Hunter Thompson ha sido como una cruz para mí, y a la vez una bendición. No le importaba un carajo si me quedaba toda la noche en vela trabajando o me pasaba el día entero pensando qué iba a hacer. Pero me agradecía los dibujos cuando se los entregaba. Por supuesto, si le parecía que un dibujo era una mierda, me lo decía. Por lo general, lo que quería decir era que el texto que había escrito era una mierda, y que lo que yo había dibujado no terminaba de levantarlo. Hunter no quería un fotógrafo. Quería a alguien que pasara a formar parte de la nota. A Hunter le encantaba que alguien como yo trabajara con él. Le gustaba jugar conmigo y llevarme al límite y ver qué hacía yo, pero me hacía volver antes de que me fuera de mambo. Al final, hicimos seis tapas juntos, pero nos sentíamos un dúo desde el primer momento: Batman y Robin, o quizás Laurel y Hardy. Hunter pensaba que mi modalidad de trabajo era más rara que la suya. Yo me sentaba y dibujaba gente. A eso, él lo llamaba mi "mala costumbre".
Una noche, en Rhode Island, donde estábamos cubriendo la America’s Cup para la revista Scanlan’s, Hunter compró dos latas de pintura en aerosol, una roja y una negra, y me encargó la tarea de escribir algo "artístico" sobre el flanco de un velero. Así que me llevaron en un bote, pero yo en ese entonces tenía algunos problemitas con los alucinógenos. Veía el agua roja, y tiré toda la pintura en el aire. Cuando me trajeron de vuelta, un grupo de rock se había robado mi valija. No tenía más que lo puesto, y el pasaporte y el pasaje de vuelta en un bolsillo. Hunter se había quedado con mis zapatos.
Volví a Nueva York descalzo y le di a un taxista toda la plata que tenía, que eran veintitrés dólares, para que me llevara a un pub irlandés en Times Square. Había un irlandés muy buena onda con el que había estado hablando antes del viaje. Me dijo: "Parecés hecho mierda". Al final, dormí como un día entero.
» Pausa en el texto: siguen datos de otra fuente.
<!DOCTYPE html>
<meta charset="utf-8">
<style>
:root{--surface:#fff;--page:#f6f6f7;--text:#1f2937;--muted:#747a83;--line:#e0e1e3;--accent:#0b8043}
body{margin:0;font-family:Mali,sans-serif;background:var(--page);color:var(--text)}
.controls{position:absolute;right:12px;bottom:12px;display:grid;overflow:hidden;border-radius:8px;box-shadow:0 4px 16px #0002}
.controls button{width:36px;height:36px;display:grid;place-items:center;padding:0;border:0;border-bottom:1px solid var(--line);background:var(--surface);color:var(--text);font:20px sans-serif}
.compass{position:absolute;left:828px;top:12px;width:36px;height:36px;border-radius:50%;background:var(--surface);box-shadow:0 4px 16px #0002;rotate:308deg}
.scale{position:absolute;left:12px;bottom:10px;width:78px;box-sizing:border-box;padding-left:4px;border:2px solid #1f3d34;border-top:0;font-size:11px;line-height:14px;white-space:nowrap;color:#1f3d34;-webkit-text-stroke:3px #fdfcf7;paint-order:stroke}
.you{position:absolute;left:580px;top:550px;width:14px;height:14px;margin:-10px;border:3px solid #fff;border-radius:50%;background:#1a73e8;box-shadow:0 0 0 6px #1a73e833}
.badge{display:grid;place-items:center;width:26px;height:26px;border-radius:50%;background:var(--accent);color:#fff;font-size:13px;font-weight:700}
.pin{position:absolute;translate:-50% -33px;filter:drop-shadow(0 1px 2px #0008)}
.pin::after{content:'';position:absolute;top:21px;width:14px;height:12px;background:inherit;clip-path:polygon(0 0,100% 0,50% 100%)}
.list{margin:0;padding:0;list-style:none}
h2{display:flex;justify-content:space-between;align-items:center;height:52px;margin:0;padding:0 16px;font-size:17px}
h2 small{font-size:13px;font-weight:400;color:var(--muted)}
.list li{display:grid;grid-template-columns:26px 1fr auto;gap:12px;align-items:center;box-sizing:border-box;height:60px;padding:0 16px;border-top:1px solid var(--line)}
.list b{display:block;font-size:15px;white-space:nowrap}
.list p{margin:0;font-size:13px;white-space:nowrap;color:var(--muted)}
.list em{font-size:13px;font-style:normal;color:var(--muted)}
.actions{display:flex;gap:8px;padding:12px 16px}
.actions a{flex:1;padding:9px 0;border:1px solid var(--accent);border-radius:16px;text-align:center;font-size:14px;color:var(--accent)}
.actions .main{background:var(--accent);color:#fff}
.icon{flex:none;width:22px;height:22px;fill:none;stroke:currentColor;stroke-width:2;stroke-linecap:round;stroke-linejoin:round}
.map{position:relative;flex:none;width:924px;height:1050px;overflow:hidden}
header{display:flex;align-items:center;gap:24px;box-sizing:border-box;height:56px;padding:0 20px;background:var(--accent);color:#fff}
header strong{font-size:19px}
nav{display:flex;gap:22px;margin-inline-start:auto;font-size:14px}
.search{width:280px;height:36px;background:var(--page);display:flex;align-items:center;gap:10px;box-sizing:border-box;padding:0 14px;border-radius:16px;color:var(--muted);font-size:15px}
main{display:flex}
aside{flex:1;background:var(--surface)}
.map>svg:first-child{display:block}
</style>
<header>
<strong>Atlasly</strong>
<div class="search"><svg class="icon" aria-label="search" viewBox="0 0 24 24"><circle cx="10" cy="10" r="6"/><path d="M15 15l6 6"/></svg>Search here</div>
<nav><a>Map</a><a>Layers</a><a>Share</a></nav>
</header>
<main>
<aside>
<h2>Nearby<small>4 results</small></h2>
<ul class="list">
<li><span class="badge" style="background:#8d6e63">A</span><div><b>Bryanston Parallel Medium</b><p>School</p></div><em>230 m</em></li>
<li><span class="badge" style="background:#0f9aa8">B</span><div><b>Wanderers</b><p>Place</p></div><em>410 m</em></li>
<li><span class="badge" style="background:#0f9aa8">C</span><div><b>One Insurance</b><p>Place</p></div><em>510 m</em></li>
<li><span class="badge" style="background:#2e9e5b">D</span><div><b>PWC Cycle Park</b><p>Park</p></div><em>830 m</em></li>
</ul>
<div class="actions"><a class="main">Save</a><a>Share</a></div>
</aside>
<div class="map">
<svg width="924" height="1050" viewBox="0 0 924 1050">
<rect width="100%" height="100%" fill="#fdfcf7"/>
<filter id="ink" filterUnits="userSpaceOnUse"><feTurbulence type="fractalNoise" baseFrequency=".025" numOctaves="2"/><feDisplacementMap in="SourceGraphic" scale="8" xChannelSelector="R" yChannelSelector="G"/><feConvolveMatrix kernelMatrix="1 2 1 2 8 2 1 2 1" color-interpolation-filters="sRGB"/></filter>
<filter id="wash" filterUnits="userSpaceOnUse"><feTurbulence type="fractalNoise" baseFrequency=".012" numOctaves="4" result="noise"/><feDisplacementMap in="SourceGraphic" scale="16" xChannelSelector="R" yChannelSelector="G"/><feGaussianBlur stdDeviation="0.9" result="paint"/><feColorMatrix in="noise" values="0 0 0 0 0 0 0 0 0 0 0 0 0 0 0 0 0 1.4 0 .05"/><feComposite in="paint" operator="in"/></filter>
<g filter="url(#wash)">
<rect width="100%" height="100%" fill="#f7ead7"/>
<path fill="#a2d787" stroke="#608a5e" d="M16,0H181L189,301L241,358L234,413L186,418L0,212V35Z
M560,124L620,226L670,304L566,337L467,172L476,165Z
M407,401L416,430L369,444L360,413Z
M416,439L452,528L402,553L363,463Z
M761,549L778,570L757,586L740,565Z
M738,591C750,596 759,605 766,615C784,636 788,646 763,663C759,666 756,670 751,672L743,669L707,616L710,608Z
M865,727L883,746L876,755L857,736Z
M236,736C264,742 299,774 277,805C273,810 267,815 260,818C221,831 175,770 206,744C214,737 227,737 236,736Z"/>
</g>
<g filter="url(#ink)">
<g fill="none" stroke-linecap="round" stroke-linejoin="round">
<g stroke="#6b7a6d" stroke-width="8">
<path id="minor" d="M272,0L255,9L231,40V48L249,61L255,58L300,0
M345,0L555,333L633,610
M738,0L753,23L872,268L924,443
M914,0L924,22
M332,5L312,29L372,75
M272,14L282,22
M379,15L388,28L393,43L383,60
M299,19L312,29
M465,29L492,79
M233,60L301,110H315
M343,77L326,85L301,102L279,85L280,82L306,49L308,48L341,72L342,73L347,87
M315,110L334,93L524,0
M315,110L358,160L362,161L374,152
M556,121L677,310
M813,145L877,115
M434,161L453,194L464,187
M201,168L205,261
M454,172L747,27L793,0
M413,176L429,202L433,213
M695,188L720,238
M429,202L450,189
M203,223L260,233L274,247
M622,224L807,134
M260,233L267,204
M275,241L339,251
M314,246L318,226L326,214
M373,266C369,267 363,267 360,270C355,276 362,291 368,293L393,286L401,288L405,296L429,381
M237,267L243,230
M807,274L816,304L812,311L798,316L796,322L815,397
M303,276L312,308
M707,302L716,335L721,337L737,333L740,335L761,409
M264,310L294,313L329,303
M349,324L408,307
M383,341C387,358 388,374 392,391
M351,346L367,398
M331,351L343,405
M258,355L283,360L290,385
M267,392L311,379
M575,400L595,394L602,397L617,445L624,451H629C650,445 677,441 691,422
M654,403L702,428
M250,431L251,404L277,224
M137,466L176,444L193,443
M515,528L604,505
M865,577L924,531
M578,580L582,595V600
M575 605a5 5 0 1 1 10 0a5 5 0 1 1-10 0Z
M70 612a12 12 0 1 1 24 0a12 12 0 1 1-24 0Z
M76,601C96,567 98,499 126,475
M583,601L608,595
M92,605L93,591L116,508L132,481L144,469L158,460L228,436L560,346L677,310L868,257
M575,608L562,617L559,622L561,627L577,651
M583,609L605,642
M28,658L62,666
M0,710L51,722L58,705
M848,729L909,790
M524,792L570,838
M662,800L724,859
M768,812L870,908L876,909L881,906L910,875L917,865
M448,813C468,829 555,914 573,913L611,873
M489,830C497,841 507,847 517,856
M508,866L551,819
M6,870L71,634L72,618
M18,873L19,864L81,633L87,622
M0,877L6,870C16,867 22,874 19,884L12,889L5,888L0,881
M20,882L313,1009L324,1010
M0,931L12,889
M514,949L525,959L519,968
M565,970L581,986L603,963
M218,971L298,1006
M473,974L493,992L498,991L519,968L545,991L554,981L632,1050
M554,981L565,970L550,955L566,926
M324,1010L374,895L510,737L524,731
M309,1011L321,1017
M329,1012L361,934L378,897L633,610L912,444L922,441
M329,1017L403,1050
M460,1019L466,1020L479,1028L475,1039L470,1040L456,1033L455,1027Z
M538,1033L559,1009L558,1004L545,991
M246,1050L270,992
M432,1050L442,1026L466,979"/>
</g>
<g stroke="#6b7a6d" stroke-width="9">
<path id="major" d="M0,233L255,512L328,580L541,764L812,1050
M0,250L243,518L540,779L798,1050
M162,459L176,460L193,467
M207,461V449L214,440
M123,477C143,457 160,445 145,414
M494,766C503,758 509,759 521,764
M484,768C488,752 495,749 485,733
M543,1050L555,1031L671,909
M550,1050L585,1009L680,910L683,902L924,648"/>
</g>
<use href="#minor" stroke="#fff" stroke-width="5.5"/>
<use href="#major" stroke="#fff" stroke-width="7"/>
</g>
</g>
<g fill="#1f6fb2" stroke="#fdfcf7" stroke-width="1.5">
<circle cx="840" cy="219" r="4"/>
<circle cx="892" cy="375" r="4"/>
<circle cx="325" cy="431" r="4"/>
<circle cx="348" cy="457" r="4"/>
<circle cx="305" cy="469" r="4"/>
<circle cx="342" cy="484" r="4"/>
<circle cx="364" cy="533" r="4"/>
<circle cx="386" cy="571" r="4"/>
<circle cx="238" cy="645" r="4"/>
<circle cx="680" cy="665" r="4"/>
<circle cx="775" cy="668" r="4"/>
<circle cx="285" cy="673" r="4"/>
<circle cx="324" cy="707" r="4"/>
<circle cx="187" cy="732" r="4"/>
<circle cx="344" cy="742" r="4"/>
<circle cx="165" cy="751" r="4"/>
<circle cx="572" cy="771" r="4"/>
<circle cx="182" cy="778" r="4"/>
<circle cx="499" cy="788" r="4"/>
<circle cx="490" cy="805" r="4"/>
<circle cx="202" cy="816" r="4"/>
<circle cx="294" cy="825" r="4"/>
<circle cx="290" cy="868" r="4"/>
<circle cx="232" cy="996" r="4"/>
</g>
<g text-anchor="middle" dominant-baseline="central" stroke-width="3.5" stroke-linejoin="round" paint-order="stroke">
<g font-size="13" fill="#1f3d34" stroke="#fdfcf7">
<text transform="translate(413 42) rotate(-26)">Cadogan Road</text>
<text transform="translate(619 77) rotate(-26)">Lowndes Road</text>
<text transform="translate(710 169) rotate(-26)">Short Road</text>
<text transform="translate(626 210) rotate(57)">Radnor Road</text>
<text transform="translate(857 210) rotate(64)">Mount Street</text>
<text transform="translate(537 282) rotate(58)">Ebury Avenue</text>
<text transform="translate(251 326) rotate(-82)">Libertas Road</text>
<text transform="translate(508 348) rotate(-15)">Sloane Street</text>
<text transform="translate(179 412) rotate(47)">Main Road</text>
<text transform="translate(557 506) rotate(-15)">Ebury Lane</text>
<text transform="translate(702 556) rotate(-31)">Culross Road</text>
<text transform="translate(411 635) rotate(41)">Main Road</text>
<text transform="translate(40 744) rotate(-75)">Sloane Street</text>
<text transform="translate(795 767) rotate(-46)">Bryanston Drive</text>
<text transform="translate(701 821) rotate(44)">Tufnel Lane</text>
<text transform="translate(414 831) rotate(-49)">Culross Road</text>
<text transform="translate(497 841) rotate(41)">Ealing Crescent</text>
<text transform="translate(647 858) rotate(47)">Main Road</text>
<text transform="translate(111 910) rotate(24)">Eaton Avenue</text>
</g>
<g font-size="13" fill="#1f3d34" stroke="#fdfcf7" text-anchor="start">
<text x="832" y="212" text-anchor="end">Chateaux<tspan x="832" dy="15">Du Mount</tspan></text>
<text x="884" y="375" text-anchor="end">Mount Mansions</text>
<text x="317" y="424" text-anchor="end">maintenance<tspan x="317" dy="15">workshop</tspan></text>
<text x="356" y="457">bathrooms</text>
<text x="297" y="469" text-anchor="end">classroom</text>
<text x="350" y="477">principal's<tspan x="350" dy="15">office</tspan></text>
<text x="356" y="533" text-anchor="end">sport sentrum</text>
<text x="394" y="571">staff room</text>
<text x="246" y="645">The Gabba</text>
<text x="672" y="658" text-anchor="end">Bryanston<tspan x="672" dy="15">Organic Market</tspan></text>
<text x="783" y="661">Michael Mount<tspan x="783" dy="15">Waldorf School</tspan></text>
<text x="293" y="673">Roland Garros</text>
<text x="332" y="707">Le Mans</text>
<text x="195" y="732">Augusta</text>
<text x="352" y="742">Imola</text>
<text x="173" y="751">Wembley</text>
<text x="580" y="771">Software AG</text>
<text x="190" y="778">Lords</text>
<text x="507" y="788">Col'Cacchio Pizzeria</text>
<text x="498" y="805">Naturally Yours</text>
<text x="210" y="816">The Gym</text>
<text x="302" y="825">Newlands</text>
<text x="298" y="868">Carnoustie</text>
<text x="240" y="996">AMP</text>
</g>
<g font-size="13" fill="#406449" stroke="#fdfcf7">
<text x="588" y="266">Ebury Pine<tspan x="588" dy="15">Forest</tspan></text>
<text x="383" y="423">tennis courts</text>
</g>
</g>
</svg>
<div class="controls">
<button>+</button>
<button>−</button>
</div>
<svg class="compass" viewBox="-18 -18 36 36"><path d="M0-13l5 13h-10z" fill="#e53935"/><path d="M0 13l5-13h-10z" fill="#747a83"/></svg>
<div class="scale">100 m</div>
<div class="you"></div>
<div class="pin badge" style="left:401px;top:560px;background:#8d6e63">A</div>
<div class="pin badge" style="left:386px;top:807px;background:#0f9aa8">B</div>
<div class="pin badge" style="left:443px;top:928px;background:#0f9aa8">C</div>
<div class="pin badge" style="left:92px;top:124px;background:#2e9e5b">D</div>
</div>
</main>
Seis meses después, hice catarsis en Londres: me estaba purificando de una experiencia feea, que contaminaba mis dibujos. Me hizo dar cuenta de que podían pasar cosas muy fuertes en un dibujo, pero que uno tenía que estar mentalmente preparado para eso. Luego me di cuenta de que Rhode Island había sido un ensayo general para lo que sería "Pánico y locura en Las Vegas". Yo no habría podido ir al viaje de "Pánico y locura en Las Vegas". Hunter viajaba con Oscar Acosta, que era su abogado; fue una buena idea, la verdad. Supuestamente, iban a ilustrar el artículo con souvenirs del viaje, como recibos de vestidores. Pero después Hunter se acordó de mi existencia y me mandó el manuscrito. Yo nunca había oído hablar de Rolling Stone; en Inglaterra todavía no se conseguía en todas partes. Pero me puse a dibujar como loco. Hice un paquete y lo mandé a Rolling Stone, y como me contó Hunter en una letra, "les partieron la cabeza, loco":
Cuando llegaba a alguna parte que quería dibujar, dejaba de leer y lo dibujaba ahí mismo. Es como llegar a un bar o a una parada de camiones: uno se detiene ahí, forzosamente. Nada de lápices, porque de lo contrario se pierde la espontaneidad. Usé una pluma, aunque a veces pasaba el pincel por la página, cuando quería un manchón, porque explota en la página. Los dibujos eran del tamaño que aquí llamamos A-1, es decir, ocho veces el tamaño carta de los Estados Unidos. La idea de la tapa era una moto volando sobre unos periodistas en un bar. También había un paisaje, un pedazo de cielo. Pero el motociclista estaba completamente pegado a la moto, como si la caja de cambios se lo estuviera chupando. La segunda tapa, para la segunda parte de "Pánico y locura", la revista eligió la foto del texano de 120 kilos besuqueándose con su mujer en los asientos del fondo. Con esos dos números, Rolling Stone descubrió una nueva veta: no sólo se ocuparía del rock and roll, sino también de lo social y lo político. Fue maravilloso editar algo tan primitivo, y finalmente que te dieran un trabajo donde te pidieran que fueras raro.